Just about all conversations these days involve high inflation and monetary policy tightening. It is tough all over. Central banks all have to make harder and harder choices as inflation keeps surprising to the upside. Take the Fed. They hiked 75 basis points at their last meeting. That was 25 basis points more than was priced in just a week before the meeting.
At the June European Central Bank meeting, President Lagarde also weighed in. She was clear about a 25 basis point hike in July and that the rate hike in September would be larger, presumably 50 basis points if the outlook for medium term inflation is still above target. Putting that simply, if the ECB does not lower its forecast for inflation in 2024, we should expect a 50 basis point hike in September.
A lower inflation forecast faces long odds. Headline inflation in Europe will be pushed around by commodity prices. Consider that European inflation is much more non-core, that is food and energy, than it is core inflation.

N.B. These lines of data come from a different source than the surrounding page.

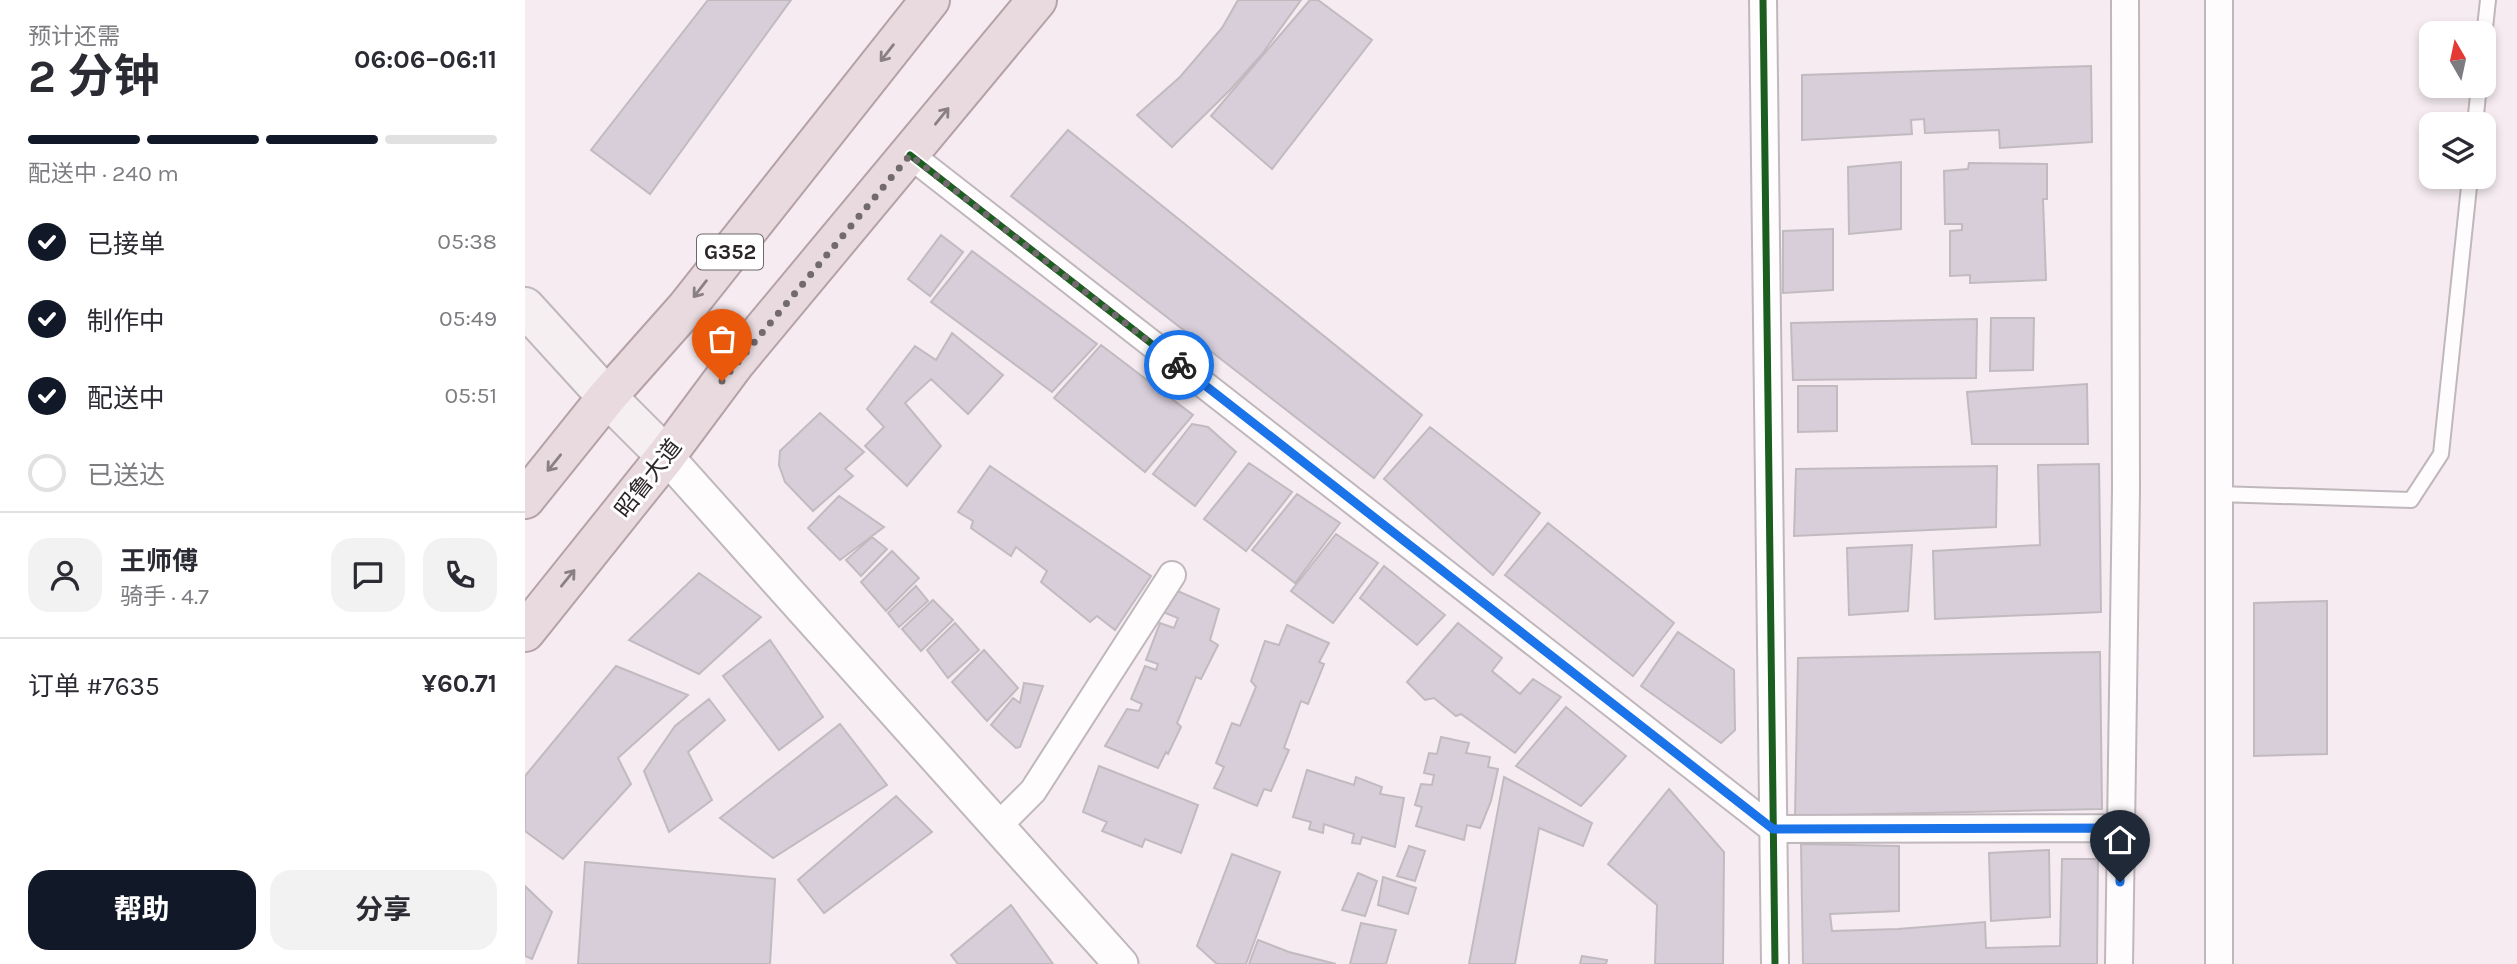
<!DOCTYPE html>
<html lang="zh">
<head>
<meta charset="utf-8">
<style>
  body { margin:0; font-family:Karla,"Noto Sans SC",sans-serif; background:#f2f2f3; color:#2b2b33; height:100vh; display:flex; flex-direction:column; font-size:26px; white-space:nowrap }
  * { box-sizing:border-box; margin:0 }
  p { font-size:23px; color:#7c7c81 }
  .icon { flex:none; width:38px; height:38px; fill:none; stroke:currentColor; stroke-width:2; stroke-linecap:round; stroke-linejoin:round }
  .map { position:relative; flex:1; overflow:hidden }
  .drawer { display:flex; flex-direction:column; background:#fff; width:525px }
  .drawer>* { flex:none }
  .needle { width:46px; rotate:351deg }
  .controls { position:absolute; left:1894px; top:21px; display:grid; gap:14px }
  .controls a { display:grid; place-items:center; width:77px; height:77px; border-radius:14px; background:#fff; box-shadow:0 4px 10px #0003; font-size:35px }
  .pin { position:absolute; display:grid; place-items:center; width:60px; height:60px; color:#fff; margin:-72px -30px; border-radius:50% 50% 50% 0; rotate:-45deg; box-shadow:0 0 7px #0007 }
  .pin .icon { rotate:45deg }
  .courier { position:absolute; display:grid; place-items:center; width:70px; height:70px; margin:-35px; border:5px solid #1a73e8; border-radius:50%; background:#fff; color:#222; box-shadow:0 2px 9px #0007 }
  .head em { font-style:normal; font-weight:700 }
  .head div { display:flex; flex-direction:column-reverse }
  .head { display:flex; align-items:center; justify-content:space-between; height:119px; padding:0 28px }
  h1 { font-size:46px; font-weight:700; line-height:52px }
  .bar { display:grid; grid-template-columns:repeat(4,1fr); gap:10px 7px; align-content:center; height:84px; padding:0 28px }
  .bar i { height:9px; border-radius:5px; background:#e1e1e2 }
  .bar .selected { background:#111827 }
  .bar p { grid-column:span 4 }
  .line { display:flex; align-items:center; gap:18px; padding:0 28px; border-top:2px solid #e1e1e2 }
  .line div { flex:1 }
  .round { display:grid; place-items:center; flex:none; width:74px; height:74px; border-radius:21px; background:#f2f2f3 }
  ol { padding:0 28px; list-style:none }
  li { display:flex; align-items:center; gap:21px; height:77px }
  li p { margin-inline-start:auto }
  li .icon { padding:7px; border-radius:50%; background:#111827; color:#fff; stroke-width:4 }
  li:last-child { color:#7c7c81 }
  li i { width:38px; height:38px; border:4px solid #e1e1e2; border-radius:50% }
  .button { display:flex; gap:14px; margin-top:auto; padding:14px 28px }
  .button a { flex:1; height:80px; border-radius:21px; background:#111827; color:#fff; font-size:28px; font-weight:700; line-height:80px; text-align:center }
  .button a+a { background:#f2f2f3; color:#2b2b33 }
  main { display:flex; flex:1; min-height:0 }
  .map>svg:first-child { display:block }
</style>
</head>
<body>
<main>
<section class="drawer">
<div class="head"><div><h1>2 分钟</h1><p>预计还需</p></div><em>06:06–06:11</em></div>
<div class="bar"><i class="selected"></i><i class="selected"></i><i class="selected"></i><i></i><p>配送中 · 240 m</p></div>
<ol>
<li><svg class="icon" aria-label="check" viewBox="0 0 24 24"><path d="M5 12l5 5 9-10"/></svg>已接单<p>05:38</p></li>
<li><svg class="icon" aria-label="check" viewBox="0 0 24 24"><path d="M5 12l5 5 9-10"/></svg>制作中<p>05:49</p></li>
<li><svg class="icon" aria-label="check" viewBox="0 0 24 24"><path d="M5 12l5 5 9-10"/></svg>配送中<p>05:51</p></li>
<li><i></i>已送达</li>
</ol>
<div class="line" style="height:126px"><a class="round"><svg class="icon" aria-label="person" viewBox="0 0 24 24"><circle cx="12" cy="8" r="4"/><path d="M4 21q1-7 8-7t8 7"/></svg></a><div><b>王师傅</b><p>骑手 · 4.7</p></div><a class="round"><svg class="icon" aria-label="chat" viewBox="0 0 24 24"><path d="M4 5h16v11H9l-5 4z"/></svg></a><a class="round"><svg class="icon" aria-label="phone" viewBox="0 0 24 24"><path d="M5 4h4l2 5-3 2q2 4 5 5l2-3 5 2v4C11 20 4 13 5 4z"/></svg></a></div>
<div class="line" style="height:91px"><div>订单 #7635</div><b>¥60.71</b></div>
<div class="button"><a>帮助</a><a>分享</a></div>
</section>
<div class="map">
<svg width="1992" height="964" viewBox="0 0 1992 964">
  <rect width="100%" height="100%" fill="#f5ebf1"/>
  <!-- building -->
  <path fill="#d7ced9" stroke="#c1bbc0" stroke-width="2" d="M183,0H266L125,194L66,150Z
    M713,0H776L737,54L705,90L647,147L612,115L655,77L697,28Z
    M785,0H793L847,40L747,169L686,116Z
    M1566,66L1567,142L1475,148L1474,130L1400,133L1399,119L1386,120L1387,134L1277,140V75Z
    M543,130L897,415L849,478L486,196Z
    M1376,162V229L1324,234L1323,167Z
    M1444,163L1522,164V199H1518L1521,280L1445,283V275L1425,276V231L1437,230V224H1420L1419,171L1443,169Z
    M1308,229V290L1258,293V231Z
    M416,235L438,252L405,296L383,279Z
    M447,251L572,344L527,392L406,302Z
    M1466,318H1509L1508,370L1465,371Z
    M1452,319L1451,378L1268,380L1266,323Z
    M427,333L478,375L443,414L406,379L380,403L416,446L382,486L340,446L359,427L342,409L390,346L411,360Z
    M576,345L668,415L620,472L529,398Z
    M1562,384L1563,444H1447L1442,392Z
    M1273,386H1312V431L1273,432Z
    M295,413L339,452L320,469L328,476L288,511L260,482L254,465L255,451Z
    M667,424L683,427L711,452L670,506L628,474Z
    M905,427L1015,513L968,575L859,479Z
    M724,463L767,492L721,551L679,519Z
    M1574,464L1576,612L1410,619L1408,551L1515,545L1513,465Z
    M465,466L626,576L590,630L572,616L565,622L516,582L522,571L491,547L486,556L446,528L448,521L433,512Z
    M1472,466L1471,527L1269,536L1271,469Z
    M772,494L815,523L770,583L727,550Z
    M314,496L359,527L315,560L283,528Z
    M1023,523L1149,623L1108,676L980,575Z
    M811,534L853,563L808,623L766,591Z
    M347,537L362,549L336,576L321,560Z
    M1387,545L1383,611L1324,615L1322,548Z
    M367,551L394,578L361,611L336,582Z
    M859,566L920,615L892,645L835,598Z
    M174,573L236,617L174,674L104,640Z
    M391,586L403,601L374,627L363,613Z
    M648,589L694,609L685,640L693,645L676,679L671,677L652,723L656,727L643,754L641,752L633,768L580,746L602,709L614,711L617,704L606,699L620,666L631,670L633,664L621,660L635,623L649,628L653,618L638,612Z
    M408,600L428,620L396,651L377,629Z
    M1802,601V754L1729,756V603Z
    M430,623L454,650L423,678L402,650Z
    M933,623L977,658L967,671L995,694L1008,679L1036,697L990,753L936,714L931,716L909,698L900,700L882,682Z
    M762,625L804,643L794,662L799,664L783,704L776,701L759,748L764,750L746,791L739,789L732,806L689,788L699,767L691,763L707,723L715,726L731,687L726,681L740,641L754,645Z
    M1153,632L1209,670L1210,730L1196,743L1116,686Z
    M245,640L298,717L254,750L198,676Z
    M459,650L493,688L462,721L427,682Z
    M1575,652L1577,809L1270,816L1273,658Z
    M91,666L163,695L93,758L106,784L38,859L0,831V776Z
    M499,683L518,686L495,747L491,748L466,725L488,698L495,703Z
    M184,699L200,720L163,752L187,800L144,832L119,771L150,726Z
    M1041,707L1101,756L1056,806L991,766Z
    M315,724L362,785L248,858L195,818Z
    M916,737L944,743L941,753L965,757L963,767L973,769L966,801L958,821L955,828L942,825L939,840L891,826L897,807L890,805L896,784L907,785L909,775L899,773L904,753L912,754Z
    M574,766L673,805L656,853L620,839L617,847L577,831L582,822L558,812Z
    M782,770L829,785L831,777L857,787L855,794L879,798L870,847L837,837L835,844L827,843L829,834L799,824L798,833L784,829L786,822L768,817Z
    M979,777L1067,823L1058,846L1014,828L990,964H944Z
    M1144,789L1199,852L1198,964H1130L1132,905L1083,864Z
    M371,796L407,832L299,913L273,880Z
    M1276,844L1374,846V911L1305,914L1307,931L1373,929L1460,922L1461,948L1535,946L1537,859H1573L1572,964H1278Z
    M884,846L900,851L890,881L872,876Z
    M1524,850L1525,917L1466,921L1464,853Z
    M707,854L755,872L721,964H692L672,946Z
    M60,862L250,879L245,964H53Z
    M833,873L852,881L840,916L817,910Z
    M858,877L891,888L883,914L853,905Z
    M0,886L27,912L7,959L0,956Z
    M486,905L528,964H433L426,955Z
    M836,923L871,930L861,964H825Z
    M733,940L764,952L811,964H724Z
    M1057,956L1082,960L1081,964H1055Z"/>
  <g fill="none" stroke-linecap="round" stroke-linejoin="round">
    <defs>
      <path id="service" d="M1958,46L1963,0
        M1950,124L1954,86
        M1693,494L1886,500L1916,454L1945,177"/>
      <path id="minor" d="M1238,0L1250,964
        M385,155L1248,829L1595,828
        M472,827L508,791L647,575
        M1594,964L1601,490L1600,0
        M1694,964V0"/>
      <path id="tertiary" d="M141,456L596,964"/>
      <path id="secondary" d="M0,307L82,397L141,456"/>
      <path id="trunk" d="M0,499L82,397L161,308L405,0
        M0,632L141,456L211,362L512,0"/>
    </defs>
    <!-- service casing -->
    <use href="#service" stroke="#bfb7bc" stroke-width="18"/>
    <!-- minor casing -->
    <use href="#minor" stroke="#bfb7bc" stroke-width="30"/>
    <!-- tertiary casing -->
    <use href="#tertiary" stroke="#bfb7bc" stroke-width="37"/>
    <!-- secondary casing -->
    <use href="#secondary" stroke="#bfb7bc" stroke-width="42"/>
    <!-- trunk casing -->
    <use href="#trunk" stroke="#b6a1a7" stroke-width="42"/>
    <!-- service -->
    <use href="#service" stroke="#fefcfd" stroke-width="14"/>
    <!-- minor -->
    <use href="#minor" stroke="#fefcfd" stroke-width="26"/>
    <!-- tertiary -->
    <use href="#tertiary" stroke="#fefcfd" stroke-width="33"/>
    <!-- secondary -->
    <use href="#secondary" stroke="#f6eff2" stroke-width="38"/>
    <!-- trunk -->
    <use href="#trunk" stroke="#e8dade" stroke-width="38"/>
    <defs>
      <path id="cycleway" d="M1238,0L1250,964
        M385,155L1248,829L1595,828"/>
    </defs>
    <!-- cycleway casing -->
    <use href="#cycleway" stroke="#fff" stroke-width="11"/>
    <!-- cycleway -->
    <use href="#cycleway" stroke="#1b5e20" stroke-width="7"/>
  </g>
  <!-- one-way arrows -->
  <defs><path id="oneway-shaft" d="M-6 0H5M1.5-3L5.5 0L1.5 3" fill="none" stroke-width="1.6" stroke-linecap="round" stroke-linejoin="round" transform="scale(1.75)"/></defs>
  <g stroke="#8a8084">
    <use href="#oneway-shaft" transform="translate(362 53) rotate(128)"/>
    <use href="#oneway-shaft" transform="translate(417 116) rotate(-51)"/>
    <use href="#oneway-shaft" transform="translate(175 289) rotate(128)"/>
    <use href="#oneway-shaft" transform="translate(29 463) rotate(129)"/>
    <use href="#oneway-shaft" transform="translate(43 578) rotate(-51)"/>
  </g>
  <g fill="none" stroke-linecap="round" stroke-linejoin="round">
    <!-- done -->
    <path stroke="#726a6f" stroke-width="7" stroke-dasharray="0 12.6" d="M197,381L385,155L654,365"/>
    <!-- route -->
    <path stroke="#1a73e8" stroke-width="9" d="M654,365L1248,829L1595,828V882"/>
  </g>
  <g text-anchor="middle" stroke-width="6" stroke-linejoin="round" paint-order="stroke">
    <!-- shield labels -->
    <rect fill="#fff" stroke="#6b6669" stroke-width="2" x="172" y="234.5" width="66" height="35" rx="5"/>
    <g font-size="21" font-weight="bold" fill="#2c2529">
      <text x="205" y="259">G352</text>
    </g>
    <!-- street labels -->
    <g font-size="23" fill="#2c2529" stroke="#fff">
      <text transform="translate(123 478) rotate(-52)" y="8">昭鲁大道</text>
    </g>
  </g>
</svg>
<div class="controls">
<a><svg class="needle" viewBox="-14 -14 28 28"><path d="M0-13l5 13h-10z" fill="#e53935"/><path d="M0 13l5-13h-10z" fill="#7c7c81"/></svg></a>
<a><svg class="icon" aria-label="layers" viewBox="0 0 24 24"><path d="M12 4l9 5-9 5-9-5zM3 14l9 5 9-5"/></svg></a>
</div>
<div class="pin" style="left:197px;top:381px;background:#ea580c"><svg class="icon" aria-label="bag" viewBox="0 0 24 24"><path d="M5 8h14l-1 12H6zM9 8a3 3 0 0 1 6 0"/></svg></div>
<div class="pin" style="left:1595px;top:882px;background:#1f2937"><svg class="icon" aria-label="home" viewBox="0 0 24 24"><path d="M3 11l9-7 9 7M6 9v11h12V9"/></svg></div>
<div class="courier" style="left:654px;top:365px"><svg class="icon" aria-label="bike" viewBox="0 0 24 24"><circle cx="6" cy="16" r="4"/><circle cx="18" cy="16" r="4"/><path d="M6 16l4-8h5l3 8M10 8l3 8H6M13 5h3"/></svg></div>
</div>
</main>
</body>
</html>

And for core inflation, the ECB typically looks to economic growth as the key driver, but with about a one year lag. So their forecast for 2024 inflation is going to depend on their forecast for 2023 growth. And it's just very hard to see what data we are going to get by September that's going to meaningfully lower their forecast for 2023 growth. So now the ECB has joined the ranks of central banks that are hiking more and more with the goal of slowing inflation. But they have to face the dilemma that I wrote a few pieces about back in January.
At that point, I was discussing the Fed, but the same choice is there and it is stark— either cause a recession and bring inflation down in the near term or engineer a substantial slowdown, but one that is shy of a recession, and accept elevated inflation for years to come. You see, despite the typical lags of policy, if the ECB chose to engineer a recession right now, those effects would almost surely show through to growth by 2023, pulling down inflation in 2024.
So why are they making this choice? On the most simple level, no central banker really wants to cause a recession if they can avoid it. And remember that euro area inflation is now heavily driven by food and energy prices. Those noncore prices are only barely related to Euro area activity. It would take a severe recession in Europe to meaningfully drive down noncore prices. And finally, reports are swirling of a new tool to ward off fragmentation in European markets. If we get a hard crash of the economy, that by itself could precipitate the market fragmentation that they're trying to avoid.
So what happens next? The Governing Council is on a hiking cycle, but they want a soft landing. The problem is that we are more pessimistic than they are about Euro Area growth starting as soon as the second half of this year. With inflation currently high and their commitment to tightening to fight that inflation, we might not get the clear signals of a slowdown in the economy before it's too late.
The ECB might think it is choosing the more benign path but if our forecasts are right, the risks of them hiking into a recession, even inadvertently, are clearly rising.